What you have to do:
Across the records that follow, give the number of lines containing the word "strokeStyle" and nothing else.

Excerpted records:
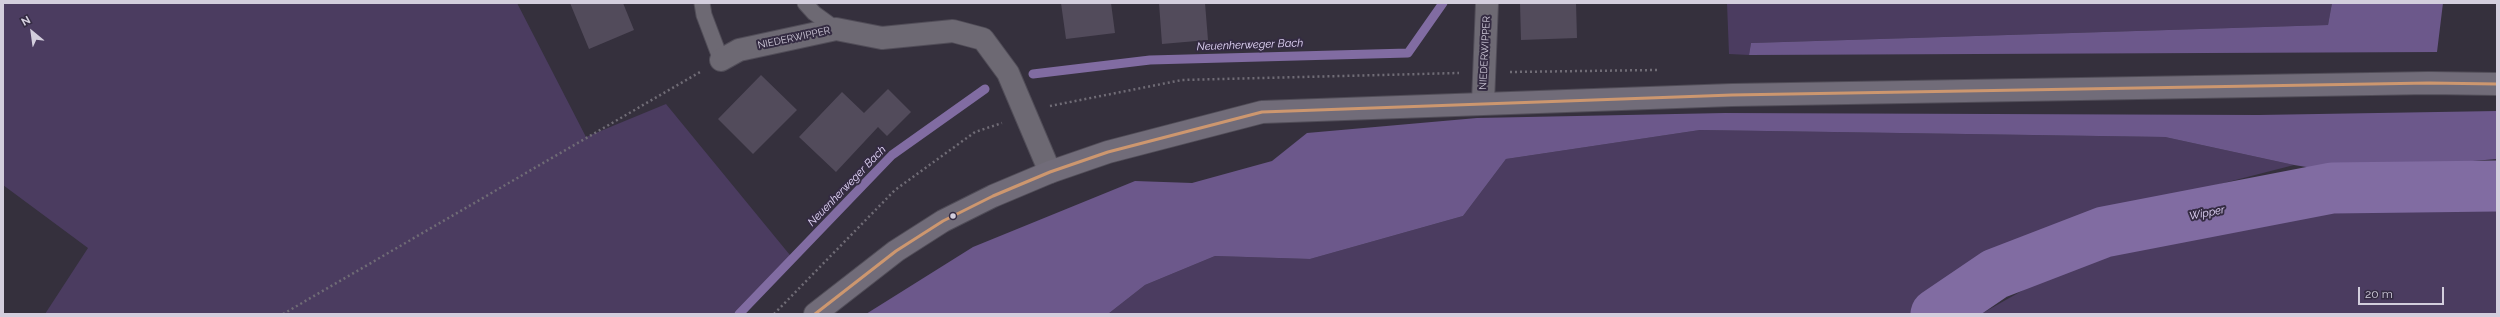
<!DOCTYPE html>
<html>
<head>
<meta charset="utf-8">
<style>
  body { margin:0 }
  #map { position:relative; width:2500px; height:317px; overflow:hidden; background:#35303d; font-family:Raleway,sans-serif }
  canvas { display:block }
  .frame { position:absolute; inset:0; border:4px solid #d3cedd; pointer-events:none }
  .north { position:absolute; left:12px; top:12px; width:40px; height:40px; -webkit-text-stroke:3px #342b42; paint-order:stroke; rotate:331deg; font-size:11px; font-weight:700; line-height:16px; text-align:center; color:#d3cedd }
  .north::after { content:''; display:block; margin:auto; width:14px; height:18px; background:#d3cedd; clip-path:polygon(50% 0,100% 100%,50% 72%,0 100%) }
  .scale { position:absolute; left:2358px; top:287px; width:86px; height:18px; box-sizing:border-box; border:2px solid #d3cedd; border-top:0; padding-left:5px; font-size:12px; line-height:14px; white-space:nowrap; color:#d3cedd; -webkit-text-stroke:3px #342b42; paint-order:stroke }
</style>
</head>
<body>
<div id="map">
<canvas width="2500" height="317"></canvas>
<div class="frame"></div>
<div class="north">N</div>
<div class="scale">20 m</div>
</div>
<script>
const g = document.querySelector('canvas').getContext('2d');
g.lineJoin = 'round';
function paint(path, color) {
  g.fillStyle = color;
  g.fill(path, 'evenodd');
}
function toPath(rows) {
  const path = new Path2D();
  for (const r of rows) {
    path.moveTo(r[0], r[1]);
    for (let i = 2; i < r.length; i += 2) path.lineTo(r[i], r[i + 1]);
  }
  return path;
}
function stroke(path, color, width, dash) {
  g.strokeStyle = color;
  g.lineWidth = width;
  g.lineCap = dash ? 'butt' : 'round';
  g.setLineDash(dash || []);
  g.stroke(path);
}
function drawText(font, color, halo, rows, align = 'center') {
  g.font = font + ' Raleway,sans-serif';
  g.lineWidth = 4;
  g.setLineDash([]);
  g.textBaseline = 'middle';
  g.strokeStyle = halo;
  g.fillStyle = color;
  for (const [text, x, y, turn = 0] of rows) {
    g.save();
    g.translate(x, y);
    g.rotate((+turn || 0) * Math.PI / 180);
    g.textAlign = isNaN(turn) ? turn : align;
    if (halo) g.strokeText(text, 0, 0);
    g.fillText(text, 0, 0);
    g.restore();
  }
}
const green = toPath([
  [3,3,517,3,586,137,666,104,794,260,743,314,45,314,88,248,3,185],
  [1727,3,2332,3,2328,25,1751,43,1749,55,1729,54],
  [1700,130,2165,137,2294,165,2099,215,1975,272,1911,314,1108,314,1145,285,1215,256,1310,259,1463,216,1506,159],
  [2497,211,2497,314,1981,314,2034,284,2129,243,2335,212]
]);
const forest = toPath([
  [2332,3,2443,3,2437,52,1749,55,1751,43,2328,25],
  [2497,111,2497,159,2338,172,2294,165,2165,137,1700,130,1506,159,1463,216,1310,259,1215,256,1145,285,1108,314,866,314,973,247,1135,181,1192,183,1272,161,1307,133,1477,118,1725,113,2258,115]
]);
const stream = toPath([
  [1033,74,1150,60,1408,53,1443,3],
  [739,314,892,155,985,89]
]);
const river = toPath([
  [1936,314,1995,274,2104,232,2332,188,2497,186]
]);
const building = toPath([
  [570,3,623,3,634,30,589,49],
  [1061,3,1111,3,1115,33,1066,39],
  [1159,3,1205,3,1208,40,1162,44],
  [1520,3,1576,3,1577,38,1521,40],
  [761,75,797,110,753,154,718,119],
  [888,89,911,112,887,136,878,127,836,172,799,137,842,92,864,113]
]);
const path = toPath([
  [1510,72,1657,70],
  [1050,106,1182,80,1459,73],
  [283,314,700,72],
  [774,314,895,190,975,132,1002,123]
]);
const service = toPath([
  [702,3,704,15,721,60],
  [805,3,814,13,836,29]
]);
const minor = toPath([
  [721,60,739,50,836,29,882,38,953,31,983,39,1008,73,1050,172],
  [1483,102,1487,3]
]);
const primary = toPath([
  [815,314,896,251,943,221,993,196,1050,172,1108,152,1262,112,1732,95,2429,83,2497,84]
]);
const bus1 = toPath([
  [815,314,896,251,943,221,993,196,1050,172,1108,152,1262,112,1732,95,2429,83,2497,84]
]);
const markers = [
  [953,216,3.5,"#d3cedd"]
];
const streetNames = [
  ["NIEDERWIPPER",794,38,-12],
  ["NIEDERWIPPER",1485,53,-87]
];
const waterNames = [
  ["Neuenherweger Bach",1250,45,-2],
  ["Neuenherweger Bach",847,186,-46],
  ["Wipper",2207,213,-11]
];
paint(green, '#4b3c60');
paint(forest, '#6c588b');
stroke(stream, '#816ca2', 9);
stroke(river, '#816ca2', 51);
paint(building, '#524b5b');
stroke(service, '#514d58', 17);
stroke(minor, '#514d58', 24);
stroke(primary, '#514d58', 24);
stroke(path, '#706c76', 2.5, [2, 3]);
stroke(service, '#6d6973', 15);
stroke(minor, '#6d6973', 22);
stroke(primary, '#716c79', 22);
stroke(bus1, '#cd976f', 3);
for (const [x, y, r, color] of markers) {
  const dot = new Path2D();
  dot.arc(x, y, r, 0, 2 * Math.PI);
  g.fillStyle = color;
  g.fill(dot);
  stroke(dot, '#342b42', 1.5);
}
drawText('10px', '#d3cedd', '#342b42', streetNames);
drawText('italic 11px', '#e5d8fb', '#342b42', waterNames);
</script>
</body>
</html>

Result below:
2